→ Collection entries
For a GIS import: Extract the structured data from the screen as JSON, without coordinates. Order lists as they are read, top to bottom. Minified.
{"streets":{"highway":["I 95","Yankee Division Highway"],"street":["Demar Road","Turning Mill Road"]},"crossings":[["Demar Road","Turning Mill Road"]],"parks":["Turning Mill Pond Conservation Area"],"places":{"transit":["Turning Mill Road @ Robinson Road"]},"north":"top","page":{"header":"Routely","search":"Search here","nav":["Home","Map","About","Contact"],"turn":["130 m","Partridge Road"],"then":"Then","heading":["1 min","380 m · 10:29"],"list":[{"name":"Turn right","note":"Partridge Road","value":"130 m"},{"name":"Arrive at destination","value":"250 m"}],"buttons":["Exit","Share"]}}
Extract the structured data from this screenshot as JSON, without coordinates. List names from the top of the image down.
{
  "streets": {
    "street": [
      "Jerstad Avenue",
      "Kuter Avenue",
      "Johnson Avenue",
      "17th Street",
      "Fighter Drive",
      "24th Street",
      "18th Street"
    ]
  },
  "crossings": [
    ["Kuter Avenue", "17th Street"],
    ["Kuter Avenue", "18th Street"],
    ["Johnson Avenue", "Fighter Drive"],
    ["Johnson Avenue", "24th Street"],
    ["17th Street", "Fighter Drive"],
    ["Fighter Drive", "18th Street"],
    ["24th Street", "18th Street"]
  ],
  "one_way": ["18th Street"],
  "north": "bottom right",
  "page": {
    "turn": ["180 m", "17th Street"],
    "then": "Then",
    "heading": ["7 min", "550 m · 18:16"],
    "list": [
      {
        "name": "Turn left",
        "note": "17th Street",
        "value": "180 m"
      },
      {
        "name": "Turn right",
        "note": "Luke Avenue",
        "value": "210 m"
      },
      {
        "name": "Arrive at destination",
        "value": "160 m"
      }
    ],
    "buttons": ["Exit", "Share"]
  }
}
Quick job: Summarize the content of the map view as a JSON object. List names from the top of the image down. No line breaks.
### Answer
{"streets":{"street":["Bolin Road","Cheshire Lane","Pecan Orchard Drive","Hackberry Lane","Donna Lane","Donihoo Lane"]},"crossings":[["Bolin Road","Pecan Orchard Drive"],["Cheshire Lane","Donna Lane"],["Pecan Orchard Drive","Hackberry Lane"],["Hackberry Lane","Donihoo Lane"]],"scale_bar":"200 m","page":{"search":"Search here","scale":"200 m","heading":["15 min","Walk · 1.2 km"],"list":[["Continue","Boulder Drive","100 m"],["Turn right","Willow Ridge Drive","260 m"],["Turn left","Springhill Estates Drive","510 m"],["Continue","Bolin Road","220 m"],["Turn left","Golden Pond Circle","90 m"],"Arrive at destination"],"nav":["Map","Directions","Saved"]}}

→ Work to be completed
Write all the entries out again exactly as they are.

→ Written response
For a GIS import: Extract the structured data from the screen as JSON, without coordinates. Order lists as they are read, top to bottom. Minified.
{"streets":{"highway":["I 95","Yankee Division Highway"],"street":["Demar Road","Turning Mill Road"]},"crossings":[["Demar Road","Turning Mill Road"]],"parks":["Turning Mill Pond Conservation Area"],"places":{"transit":["Turning Mill Road @ Robinson Road"]},"north":"top","page":{"header":"Routely","search":"Search here","nav":["Home","Map","About","Contact"],"turn":["130 m","Partridge Road"],"then":"Then","heading":["1 min","380 m · 10:29"],"list":[{"name":"Turn right","note":"Partridge Road","value":"130 m"},{"name":"Arrive at destination","value":"250 m"}],"buttons":["Exit","Share"]}}
Extract the structured data from this screenshot as JSON, without coordinates. List names from the top of the image down.
{
  "streets": {
    "street": [
      "Jerstad Avenue",
      "Kuter Avenue",
      "Johnson Avenue",
      "17th Street",
      "Fighter Drive",
      "24th Street",
      "18th Street"
    ]
  },
  "crossings": [
    ["Kuter Avenue", "17th Street"],
    ["Kuter Avenue", "18th Street"],
    ["Johnson Avenue", "Fighter Drive"],
    ["Johnson Avenue", "24th Street"],
    ["17th Street", "Fighter Drive"],
    ["Fighter Drive", "18th Street"],
    ["24th Street", "18th Street"]
  ],
  "one_way": ["18th Street"],
  "north": "bottom right",
  "page": {
    "turn": ["180 m", "17th Street"],
    "then": "Then",
    "heading": ["7 min", "550 m · 18:16"],
    "list": [
      {
        "name": "Turn left",
        "note": "17th Street",
        "value": "180 m"
      },
      {
        "name": "Turn right",
        "note": "Luke Avenue",
        "value": "210 m"
      },
      {
        "name": "Arrive at destination",
        "value": "160 m"
      }
    ],
    "buttons": ["Exit", "Share"]
  }
}
Quick job: Summarize the content of the map view as a JSON object. List names from the top of the image down. No line breaks.
### Answer
{"streets":{"street":["Bolin Road","Cheshire Lane","Pecan Orchard Drive","Hackberry Lane","Donna Lane","Donihoo Lane"]},"crossings":[["Bolin Road","Pecan Orchard Drive"],["Cheshire Lane","Donna Lane"],["Pecan Orchard Drive","Hackberry Lane"],["Hackberry Lane","Donihoo Lane"]],"scale_bar":"200 m","page":{"search":"Search here","scale":"200 m","heading":["15 min","Walk · 1.2 km"],"list":[["Continue","Boulder Drive","100 m"],["Turn right","Willow Ridge Drive","260 m"],["Turn left","Springhill Estates Drive","510 m"],["Continue","Bolin Road","220 m"],["Turn left","Golden Pond Circle","90 m"],"Arrive at destination"],"nav":["Map","Directions","Saved"]}}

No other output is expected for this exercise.